Orchid relinquished Penny with a grunt, and Geoffrey took hold of her shoulders. His nails dug into her skin. "We've got to do as Zabini tells us now, Penny. Do you understand me?" His eyes bored into hers. "Do you understand me?"

Penny nodded dumbly.

"Excellent." Blaise Zabini waved a hand at Orchid, who hurried out of the room. "Now, Penny, I've got a special job for you. Oh, you're going to just love it. I know you will." His eyes glittered with amusement. "After all, weren't you just saying that you wanted to go back to school?"


The cramped classroom at the bottom of the North Tower was not used to bearing so many students, and the floorboards positively groaned with their collective weight.
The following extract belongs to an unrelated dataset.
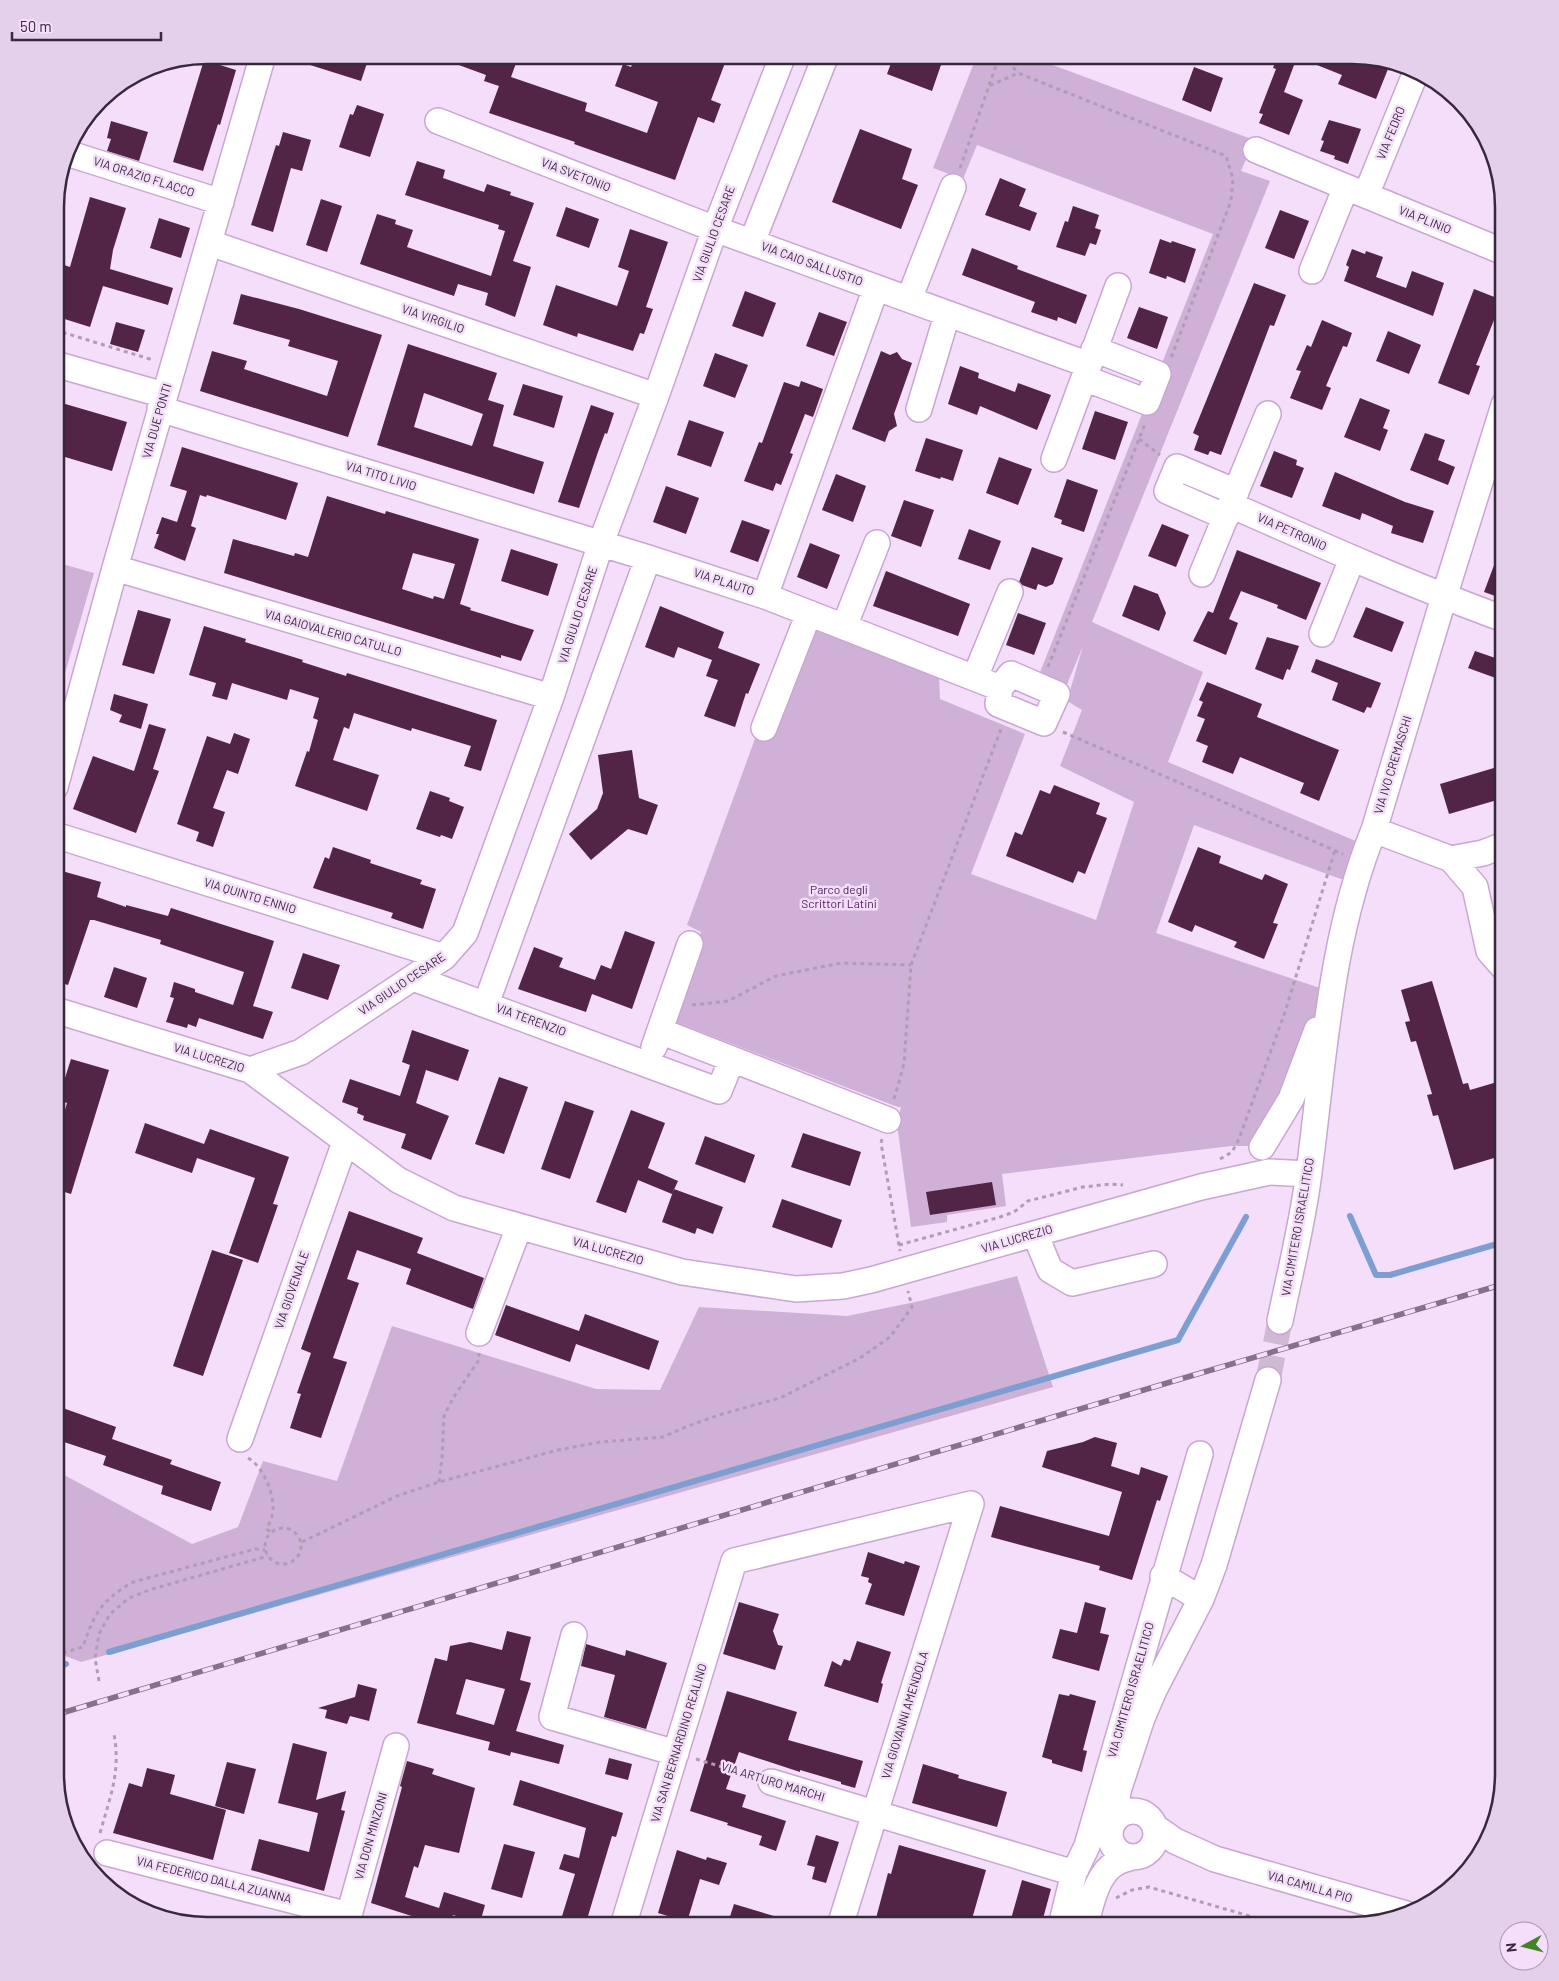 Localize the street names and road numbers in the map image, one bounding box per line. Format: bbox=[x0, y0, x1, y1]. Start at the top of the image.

Clouds of dust rose as the members of the Secretkeeper society moved to take their seats on various desks and chairs.

"This is purely a temporary arrangement," James said, raising his voice over the din of grumblings and complaints. "The Head Girl isn't being very cooperative about the prefect offices, so we're going to have to find a new place."

"How about the Shrieking Shack?" Jackie Saunders piped up, and James wrinkled his nose as he placed a Sneakoscope opposite the door.

"Too obvious."

"More obvious than here?" Scorpius Malfoy pointed out from where he sat at the back wall. "What do we do if the Aurors stumble across us?"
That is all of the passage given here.